Exploitation-Exploration Dilemma

In this work, we will study a computational way to solve the exploitation-exploration dilemma (or trade-off). In the previous exercice, we only modeled the prediction of the presence or the absence of the reward. But the "animal" wasn't coded to do actions, only predictions. The exploration-exploitation dilemma emerges when you try to correlate the prediction of the animal to a choice of action. To better understand this dilemma, let's expose a situation.

In this situation, a bee B in an environment E is searching for pollen as reward $r$. In E, it happens to be two kinds of flowers, the blue flowers $b$ and the yellow flowers $y$ with different rewards such as $r_b = 8$ and $r_y = 2$. At each steps, B, as a bee, must collect pollen. To do it, it have to choose an action between two choices : go to $b$ and collect the pollen $r_b$ or go to $y$ and collect the pollen $r_y$. Now let's suppose that the bee is learning from experience.

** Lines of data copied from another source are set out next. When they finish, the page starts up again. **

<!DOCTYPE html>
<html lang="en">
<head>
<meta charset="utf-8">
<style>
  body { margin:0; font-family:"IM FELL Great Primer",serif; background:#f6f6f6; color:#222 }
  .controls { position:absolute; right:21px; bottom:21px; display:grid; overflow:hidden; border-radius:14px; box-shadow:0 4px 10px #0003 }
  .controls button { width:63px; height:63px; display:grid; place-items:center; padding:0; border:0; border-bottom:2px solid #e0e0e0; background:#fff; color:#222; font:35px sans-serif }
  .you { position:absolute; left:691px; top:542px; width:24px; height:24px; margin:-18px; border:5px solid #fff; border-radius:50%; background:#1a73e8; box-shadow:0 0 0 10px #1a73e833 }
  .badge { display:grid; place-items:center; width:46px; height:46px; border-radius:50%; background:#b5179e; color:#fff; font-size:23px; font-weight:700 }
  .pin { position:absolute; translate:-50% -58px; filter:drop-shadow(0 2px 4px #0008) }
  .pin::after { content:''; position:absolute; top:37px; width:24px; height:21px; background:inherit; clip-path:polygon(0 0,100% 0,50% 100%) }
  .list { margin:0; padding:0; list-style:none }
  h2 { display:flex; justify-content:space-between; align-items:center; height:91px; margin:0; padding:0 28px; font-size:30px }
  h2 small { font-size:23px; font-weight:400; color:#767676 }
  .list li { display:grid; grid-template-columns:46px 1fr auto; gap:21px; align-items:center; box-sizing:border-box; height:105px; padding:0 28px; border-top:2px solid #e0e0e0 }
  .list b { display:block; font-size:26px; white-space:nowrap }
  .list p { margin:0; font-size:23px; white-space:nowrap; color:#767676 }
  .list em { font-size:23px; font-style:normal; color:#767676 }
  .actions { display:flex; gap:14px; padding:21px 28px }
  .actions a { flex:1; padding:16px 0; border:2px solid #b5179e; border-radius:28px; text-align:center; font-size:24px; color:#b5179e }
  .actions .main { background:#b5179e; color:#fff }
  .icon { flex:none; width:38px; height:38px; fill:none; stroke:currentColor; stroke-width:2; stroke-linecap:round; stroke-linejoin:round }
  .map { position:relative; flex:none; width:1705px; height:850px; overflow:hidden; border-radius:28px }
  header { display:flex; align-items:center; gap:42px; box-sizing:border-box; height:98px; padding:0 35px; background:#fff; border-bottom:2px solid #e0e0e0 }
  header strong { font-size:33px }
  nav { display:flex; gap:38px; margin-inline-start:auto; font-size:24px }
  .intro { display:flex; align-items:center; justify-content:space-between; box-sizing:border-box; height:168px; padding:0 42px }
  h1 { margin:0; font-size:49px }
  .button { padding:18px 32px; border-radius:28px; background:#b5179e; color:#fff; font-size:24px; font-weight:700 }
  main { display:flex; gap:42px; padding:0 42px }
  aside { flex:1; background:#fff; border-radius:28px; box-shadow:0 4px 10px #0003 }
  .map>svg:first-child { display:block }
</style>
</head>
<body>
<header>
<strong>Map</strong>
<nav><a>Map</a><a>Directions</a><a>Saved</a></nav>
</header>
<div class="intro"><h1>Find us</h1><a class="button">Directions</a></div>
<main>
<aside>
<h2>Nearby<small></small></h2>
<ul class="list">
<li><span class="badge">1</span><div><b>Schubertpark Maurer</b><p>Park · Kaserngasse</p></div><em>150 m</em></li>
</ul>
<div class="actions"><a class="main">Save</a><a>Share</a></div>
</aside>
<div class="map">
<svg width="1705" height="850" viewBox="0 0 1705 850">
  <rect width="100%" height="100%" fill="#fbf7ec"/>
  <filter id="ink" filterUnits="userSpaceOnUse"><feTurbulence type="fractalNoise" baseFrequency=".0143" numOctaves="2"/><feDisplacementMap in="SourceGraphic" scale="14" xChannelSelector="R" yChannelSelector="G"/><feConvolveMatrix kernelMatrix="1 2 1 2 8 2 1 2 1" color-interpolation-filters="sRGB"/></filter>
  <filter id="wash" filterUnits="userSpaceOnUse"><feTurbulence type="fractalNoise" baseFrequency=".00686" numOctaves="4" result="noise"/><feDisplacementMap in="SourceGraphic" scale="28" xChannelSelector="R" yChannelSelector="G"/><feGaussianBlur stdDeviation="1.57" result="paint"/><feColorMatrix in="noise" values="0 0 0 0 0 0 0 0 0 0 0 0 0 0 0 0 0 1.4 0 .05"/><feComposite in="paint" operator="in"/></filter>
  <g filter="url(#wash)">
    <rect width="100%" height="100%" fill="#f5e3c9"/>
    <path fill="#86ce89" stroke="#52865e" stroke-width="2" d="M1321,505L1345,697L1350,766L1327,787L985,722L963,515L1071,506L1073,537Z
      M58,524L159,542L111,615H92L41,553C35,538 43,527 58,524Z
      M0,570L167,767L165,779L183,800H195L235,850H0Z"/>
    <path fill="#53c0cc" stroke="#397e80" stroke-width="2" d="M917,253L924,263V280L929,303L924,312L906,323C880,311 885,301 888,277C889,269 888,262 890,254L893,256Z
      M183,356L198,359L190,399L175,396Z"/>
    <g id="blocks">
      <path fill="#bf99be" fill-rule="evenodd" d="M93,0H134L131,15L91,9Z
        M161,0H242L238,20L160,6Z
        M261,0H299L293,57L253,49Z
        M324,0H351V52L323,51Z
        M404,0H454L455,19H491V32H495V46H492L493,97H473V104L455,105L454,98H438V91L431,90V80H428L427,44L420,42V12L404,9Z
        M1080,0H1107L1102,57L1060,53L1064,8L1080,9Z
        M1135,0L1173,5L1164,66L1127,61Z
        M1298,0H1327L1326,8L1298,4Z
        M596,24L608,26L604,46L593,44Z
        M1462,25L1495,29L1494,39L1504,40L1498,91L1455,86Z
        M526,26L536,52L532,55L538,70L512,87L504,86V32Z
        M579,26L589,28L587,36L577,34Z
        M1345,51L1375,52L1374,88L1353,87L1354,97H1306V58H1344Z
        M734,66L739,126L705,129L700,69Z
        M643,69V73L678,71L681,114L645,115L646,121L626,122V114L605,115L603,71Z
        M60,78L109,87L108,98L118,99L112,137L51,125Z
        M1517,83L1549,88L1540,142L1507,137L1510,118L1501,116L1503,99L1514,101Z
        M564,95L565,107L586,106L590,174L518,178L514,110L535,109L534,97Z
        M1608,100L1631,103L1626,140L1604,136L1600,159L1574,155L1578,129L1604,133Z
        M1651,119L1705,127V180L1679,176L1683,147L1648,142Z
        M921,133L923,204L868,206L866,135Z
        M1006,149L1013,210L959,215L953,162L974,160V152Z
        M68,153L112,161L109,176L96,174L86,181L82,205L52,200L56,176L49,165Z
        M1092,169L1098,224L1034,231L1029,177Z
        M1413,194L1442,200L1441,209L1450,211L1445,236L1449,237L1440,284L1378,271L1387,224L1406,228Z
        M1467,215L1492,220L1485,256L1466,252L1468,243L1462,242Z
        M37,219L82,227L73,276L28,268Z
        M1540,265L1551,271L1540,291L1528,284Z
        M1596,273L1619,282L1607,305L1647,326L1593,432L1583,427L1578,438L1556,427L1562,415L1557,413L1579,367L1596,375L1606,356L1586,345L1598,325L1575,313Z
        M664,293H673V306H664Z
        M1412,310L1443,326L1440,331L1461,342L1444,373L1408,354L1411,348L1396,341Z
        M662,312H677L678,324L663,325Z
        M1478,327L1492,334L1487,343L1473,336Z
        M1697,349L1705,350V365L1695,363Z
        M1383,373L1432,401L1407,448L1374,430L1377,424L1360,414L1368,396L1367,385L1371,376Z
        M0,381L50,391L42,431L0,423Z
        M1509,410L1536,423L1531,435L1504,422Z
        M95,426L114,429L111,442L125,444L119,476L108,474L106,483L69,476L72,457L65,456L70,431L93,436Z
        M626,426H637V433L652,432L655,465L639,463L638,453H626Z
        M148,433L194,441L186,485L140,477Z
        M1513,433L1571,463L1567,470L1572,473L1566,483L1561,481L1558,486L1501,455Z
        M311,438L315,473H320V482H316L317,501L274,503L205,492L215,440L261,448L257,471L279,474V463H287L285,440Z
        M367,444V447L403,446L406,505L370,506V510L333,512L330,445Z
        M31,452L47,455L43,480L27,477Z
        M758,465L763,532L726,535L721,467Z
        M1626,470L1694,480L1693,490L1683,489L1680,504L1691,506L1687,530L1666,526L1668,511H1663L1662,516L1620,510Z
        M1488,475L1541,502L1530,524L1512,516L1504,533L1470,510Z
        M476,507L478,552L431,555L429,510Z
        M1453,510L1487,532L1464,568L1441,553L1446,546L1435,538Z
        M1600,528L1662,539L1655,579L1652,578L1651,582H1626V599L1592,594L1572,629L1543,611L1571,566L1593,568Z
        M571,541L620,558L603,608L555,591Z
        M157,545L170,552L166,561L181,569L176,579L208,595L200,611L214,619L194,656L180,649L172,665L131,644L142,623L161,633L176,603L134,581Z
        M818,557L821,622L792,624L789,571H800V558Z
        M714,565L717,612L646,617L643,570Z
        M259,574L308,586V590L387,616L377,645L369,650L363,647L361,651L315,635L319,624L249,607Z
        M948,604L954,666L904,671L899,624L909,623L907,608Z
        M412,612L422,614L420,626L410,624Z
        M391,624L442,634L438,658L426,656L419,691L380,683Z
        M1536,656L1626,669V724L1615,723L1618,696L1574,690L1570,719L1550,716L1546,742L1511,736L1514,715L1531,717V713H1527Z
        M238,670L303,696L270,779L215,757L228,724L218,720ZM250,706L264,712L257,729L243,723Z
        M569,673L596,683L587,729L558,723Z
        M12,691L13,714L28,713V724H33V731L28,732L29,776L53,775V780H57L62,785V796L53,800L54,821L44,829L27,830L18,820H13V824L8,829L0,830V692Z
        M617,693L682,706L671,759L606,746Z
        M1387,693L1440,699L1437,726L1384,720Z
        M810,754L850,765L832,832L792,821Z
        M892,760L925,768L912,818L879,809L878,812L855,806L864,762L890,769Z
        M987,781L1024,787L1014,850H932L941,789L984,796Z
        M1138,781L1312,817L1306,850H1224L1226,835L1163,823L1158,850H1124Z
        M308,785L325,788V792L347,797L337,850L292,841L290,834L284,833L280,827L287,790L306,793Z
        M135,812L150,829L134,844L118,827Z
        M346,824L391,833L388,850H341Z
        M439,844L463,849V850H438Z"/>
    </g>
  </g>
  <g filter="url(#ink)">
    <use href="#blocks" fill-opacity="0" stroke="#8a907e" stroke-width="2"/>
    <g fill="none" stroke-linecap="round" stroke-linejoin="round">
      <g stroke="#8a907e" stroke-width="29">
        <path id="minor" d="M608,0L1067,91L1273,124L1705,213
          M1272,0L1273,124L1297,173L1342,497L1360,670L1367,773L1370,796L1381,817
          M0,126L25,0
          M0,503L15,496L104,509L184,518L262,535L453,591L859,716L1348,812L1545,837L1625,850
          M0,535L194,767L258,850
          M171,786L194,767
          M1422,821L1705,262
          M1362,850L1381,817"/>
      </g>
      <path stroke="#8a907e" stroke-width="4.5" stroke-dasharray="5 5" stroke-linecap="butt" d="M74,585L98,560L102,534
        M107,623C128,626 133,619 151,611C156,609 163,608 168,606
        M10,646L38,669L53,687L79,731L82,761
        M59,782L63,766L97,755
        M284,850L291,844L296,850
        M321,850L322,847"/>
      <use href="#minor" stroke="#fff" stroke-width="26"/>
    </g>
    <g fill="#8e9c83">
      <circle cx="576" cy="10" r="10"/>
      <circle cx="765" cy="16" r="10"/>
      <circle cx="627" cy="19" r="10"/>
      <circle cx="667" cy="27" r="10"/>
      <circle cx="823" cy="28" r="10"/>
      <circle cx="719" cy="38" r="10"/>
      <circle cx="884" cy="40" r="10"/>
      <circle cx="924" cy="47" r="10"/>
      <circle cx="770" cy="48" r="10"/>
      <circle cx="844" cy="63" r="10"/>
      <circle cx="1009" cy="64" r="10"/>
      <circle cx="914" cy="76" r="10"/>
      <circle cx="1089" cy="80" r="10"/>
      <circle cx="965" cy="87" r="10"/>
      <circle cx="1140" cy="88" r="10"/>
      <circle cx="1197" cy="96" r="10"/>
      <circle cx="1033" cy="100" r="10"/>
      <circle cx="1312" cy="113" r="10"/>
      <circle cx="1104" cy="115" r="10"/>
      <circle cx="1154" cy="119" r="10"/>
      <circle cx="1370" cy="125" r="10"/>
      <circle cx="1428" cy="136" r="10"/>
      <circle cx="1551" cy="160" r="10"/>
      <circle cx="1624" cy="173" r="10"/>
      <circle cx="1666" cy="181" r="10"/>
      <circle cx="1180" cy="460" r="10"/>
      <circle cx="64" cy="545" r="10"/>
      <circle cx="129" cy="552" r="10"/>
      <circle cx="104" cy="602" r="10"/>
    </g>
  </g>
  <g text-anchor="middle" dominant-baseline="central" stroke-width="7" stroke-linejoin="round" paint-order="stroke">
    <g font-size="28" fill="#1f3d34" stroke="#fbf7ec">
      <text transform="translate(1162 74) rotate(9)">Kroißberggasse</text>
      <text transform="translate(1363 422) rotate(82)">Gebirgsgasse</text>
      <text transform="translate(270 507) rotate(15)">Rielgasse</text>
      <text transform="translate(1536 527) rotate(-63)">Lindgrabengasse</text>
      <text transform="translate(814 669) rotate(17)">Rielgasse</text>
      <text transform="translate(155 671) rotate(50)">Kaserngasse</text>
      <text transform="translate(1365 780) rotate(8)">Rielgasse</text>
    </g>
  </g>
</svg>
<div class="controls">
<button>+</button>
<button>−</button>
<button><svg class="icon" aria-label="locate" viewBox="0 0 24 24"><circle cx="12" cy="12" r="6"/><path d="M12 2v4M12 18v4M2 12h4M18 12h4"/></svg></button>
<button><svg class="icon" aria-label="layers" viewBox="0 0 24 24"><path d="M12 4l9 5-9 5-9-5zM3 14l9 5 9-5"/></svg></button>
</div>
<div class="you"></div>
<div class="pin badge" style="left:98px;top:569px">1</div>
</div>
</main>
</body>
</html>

Here comes a problem : What rule should B apply in order to maximize its reward ? The answer is quite simple : B should try the two flowers and then always go to the flower with maximum reward which is $b$. This solves the problem. But now, let's imagine that E, as a realistic environment, is changing. The variation is that after a certain number of steps, the season changes and so is the reward associated with $b$ and $y$. In summer, $r_b = 8$ and $r_y = 2$, but in autumn, a better season for yellow flowers, the reward is inverted such as $r_b = 2$ and $r_y = 8$. Now it is clear that B must be capable to adapt to the environment changes. If B learned during summer that $b$ is the best option and she decides to go systematically to collect $r_b$, when autumn comes, B will continue to systematically go to b despite the fact $y$ is now its best option. This is the exploration-exploitation dilemma : What rule should B apply in order to maximize its reward (exploitation) while still exploring less interesting options in the case rewards are subjects to change (exploration) ? In summer, the choice to go collect $r_b$ is the exploitation choice, and the choice to go collect $r_y$ is the exploration choice, but in autumn it inverses. How to balance between these two choices ? We have to create some exploitation-exploration trade-off.



In [1]:

    
%matplotlib inline
%pylab inline
pylab.rcParams['figure.figsize'] = (10, 6)









    



Populating the interactive namespace from numpy and matplotlib

This trade-off is described by a function to compute the probability to go to $b$ (and the probability to go to $y$ as $p_y = 1-p_b$). This function is :

$$ p_b = \frac{1}{1+\exp(\beta(m_y-m_b))} $$

where $\beta$ is the exploration-exploitation parameter which acts as a factor on the difference $m_y-m_b$.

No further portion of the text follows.